▸ **Work instruction**: Your reply should be a faithful copy of the records below, free of pictures.

====== Record excerpts

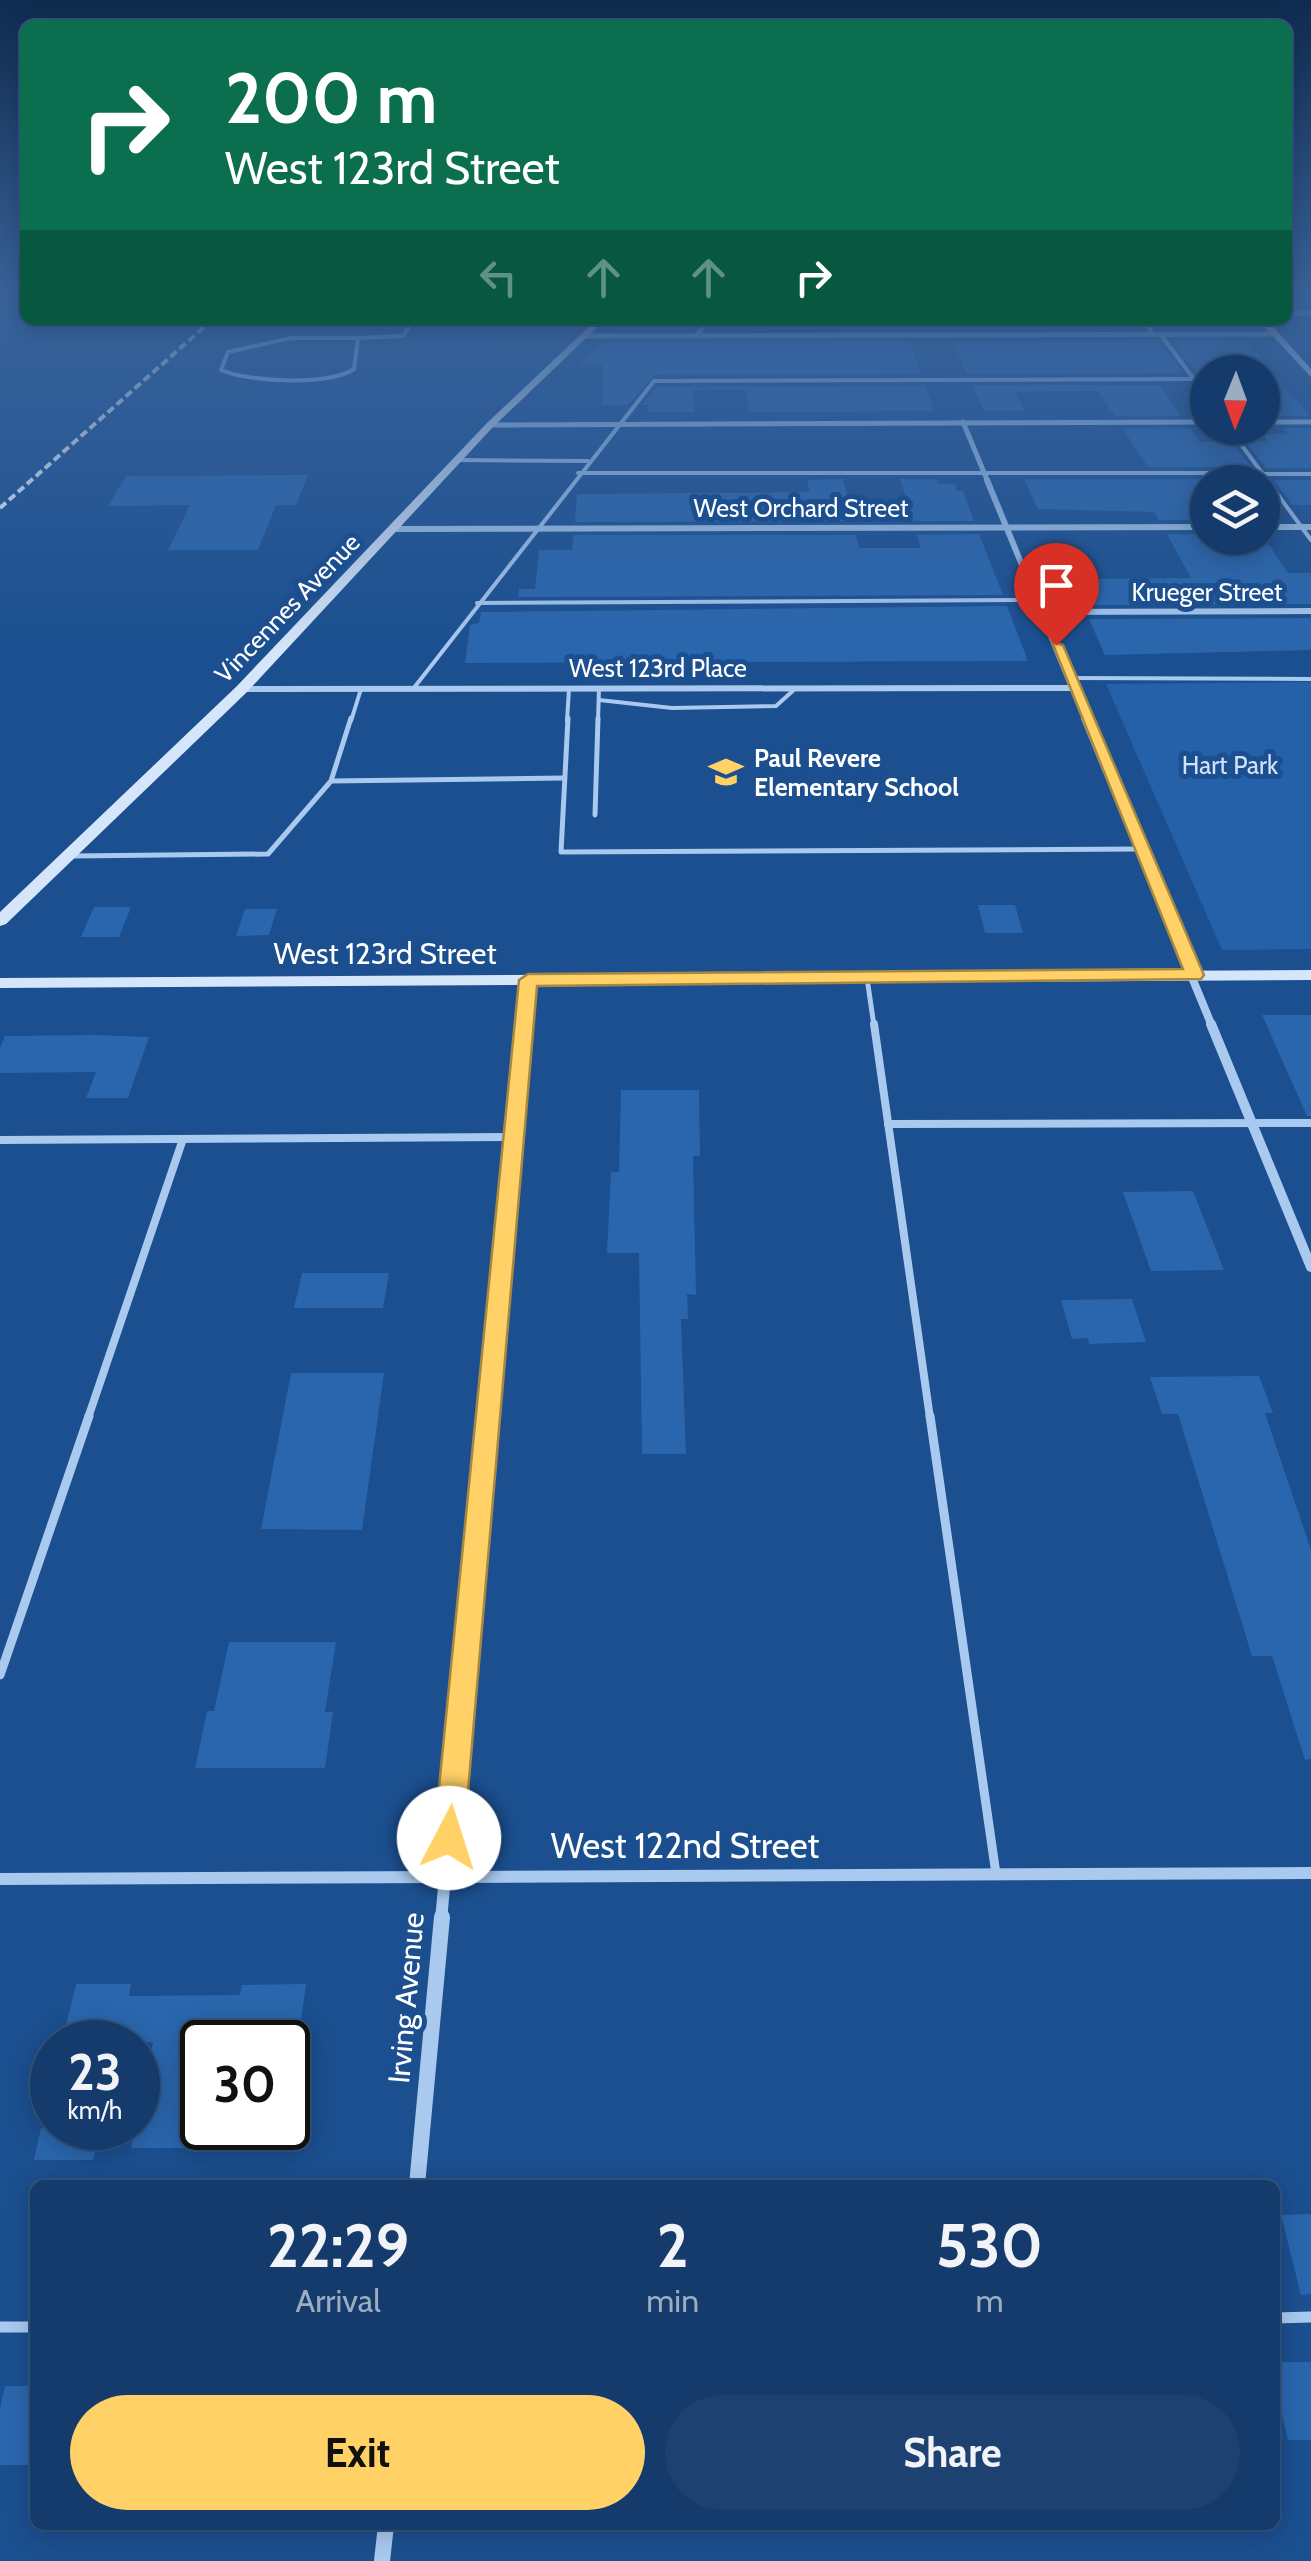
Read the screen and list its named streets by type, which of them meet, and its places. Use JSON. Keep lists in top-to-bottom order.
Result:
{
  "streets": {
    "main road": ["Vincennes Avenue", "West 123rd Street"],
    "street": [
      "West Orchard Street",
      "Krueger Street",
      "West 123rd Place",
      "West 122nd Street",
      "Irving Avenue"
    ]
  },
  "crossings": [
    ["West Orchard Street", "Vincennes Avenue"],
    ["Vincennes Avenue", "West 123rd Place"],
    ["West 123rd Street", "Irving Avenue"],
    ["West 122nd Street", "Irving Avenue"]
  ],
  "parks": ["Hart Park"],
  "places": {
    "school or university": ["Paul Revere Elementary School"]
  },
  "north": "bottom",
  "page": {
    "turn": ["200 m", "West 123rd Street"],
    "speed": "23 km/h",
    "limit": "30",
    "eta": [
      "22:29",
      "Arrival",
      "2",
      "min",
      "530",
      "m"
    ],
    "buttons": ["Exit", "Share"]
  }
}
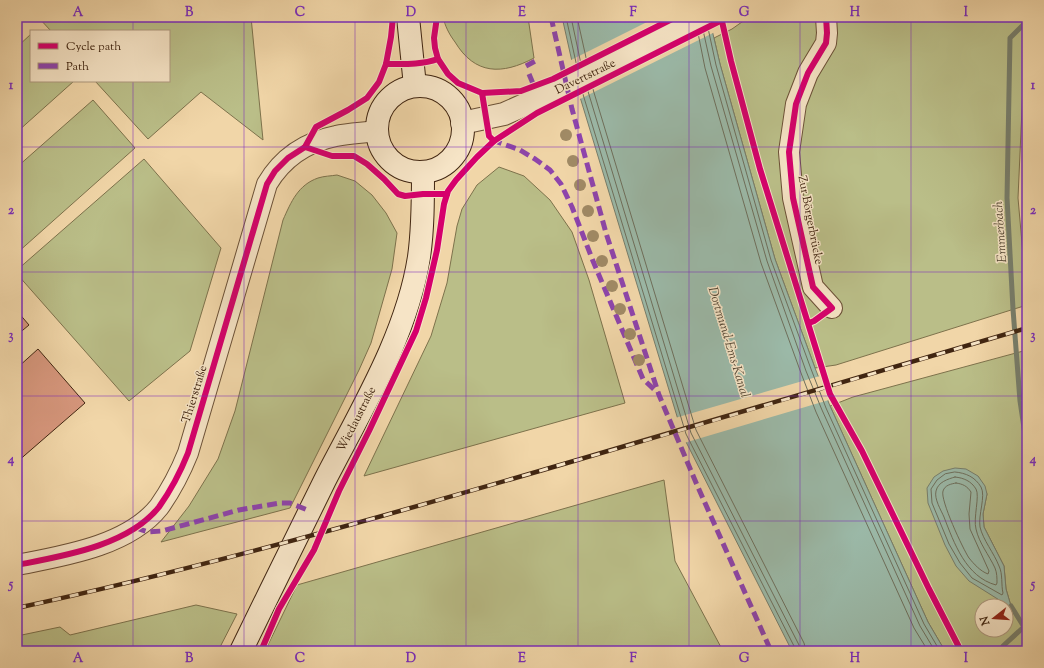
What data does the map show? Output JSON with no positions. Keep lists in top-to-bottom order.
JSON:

============

▸ **Result of this task**:
Read the screen and list its named streets by type, which of them meet, and its places. Use JSON. Keep lists in top-to-bottom order.
Result:
{
  "streets": {
    "main road": ["Vincennes Avenue", "West 123rd Street"],
    "street": [
      "West Orchard Street",
      "Krueger Street",
      "West 123rd Place",
      "West 122nd Street",
      "Irving Avenue"
    ]
  },
  "crossings": [
    ["West Orchard Street", "Vincennes Avenue"],
    ["Vincennes Avenue", "West 123rd Place"],
    ["West 123rd Street", "Irving Avenue"],
    ["West 122nd Street", "Irving Avenue"]
  ],
  "parks": ["Hart Park"],
  "places": {
    "school or university": ["Paul Revere Elementary School"]
  },
  "north": "bottom",
  "page": {
    "turn": ["200 m", "West 123rd Street"],
    "speed": "23 km/h",
    "limit": "30",
    "eta": [
      "22:29",
      "Arrival",
      "2",
      "min",
      "530",
      "m"
    ],
    "buttons": ["Exit", "Share"]
  }
}
What data does the map show? Output JSON with no positions. Keep lists in top-to-bottom order.
JSON:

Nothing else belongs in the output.